## [Data excerpts]
□ □ □

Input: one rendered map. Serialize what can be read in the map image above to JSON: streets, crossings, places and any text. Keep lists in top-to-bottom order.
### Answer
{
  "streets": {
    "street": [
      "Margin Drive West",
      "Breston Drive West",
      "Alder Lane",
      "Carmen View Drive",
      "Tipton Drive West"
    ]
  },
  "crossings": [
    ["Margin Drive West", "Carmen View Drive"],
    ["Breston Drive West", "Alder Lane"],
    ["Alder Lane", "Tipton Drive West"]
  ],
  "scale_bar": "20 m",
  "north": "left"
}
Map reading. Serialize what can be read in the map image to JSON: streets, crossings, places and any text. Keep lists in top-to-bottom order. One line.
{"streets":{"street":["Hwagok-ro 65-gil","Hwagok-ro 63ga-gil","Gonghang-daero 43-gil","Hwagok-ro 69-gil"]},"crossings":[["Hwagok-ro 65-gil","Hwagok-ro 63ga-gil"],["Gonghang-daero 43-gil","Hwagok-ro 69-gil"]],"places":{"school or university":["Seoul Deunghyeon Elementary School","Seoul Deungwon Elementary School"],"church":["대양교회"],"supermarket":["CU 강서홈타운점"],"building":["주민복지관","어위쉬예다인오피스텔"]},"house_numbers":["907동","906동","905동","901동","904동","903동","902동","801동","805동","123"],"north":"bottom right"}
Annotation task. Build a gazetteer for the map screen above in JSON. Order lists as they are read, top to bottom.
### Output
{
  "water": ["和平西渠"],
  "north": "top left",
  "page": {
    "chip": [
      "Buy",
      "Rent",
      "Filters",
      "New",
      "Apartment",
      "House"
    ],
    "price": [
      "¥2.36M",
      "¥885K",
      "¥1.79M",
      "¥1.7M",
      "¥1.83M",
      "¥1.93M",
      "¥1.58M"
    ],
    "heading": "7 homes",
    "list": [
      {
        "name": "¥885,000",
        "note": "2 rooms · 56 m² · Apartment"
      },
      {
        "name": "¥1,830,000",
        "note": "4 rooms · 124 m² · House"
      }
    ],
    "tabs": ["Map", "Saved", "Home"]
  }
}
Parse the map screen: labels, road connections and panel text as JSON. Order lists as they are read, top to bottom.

□ □ □

## [Work to be completed]
Look back at the entries above and repeat, unchanged, every line from the line holding "Map reading. Serialize" through the line holding "Annotation task. Build".

## [Task result]
Map reading. Serialize what can be read in the map image to JSON: streets, crossings, places and any text. Keep lists in top-to-bottom order. One line.
{"streets":{"street":["Hwagok-ro 65-gil","Hwagok-ro 63ga-gil","Gonghang-daero 43-gil","Hwagok-ro 69-gil"]},"crossings":[["Hwagok-ro 65-gil","Hwagok-ro 63ga-gil"],["Gonghang-daero 43-gil","Hwagok-ro 69-gil"]],"places":{"school or university":["Seoul Deunghyeon Elementary School","Seoul Deungwon Elementary School"],"church":["대양교회"],"supermarket":["CU 강서홈타운점"],"building":["주민복지관","어위쉬예다인오피스텔"]},"house_numbers":["907동","906동","905동","901동","904동","903동","902동","801동","805동","123"],"north":"bottom right"}
Annotation task. Build a gazetteer for the map screen above in JSON. Order lists as they are read, top to bottom.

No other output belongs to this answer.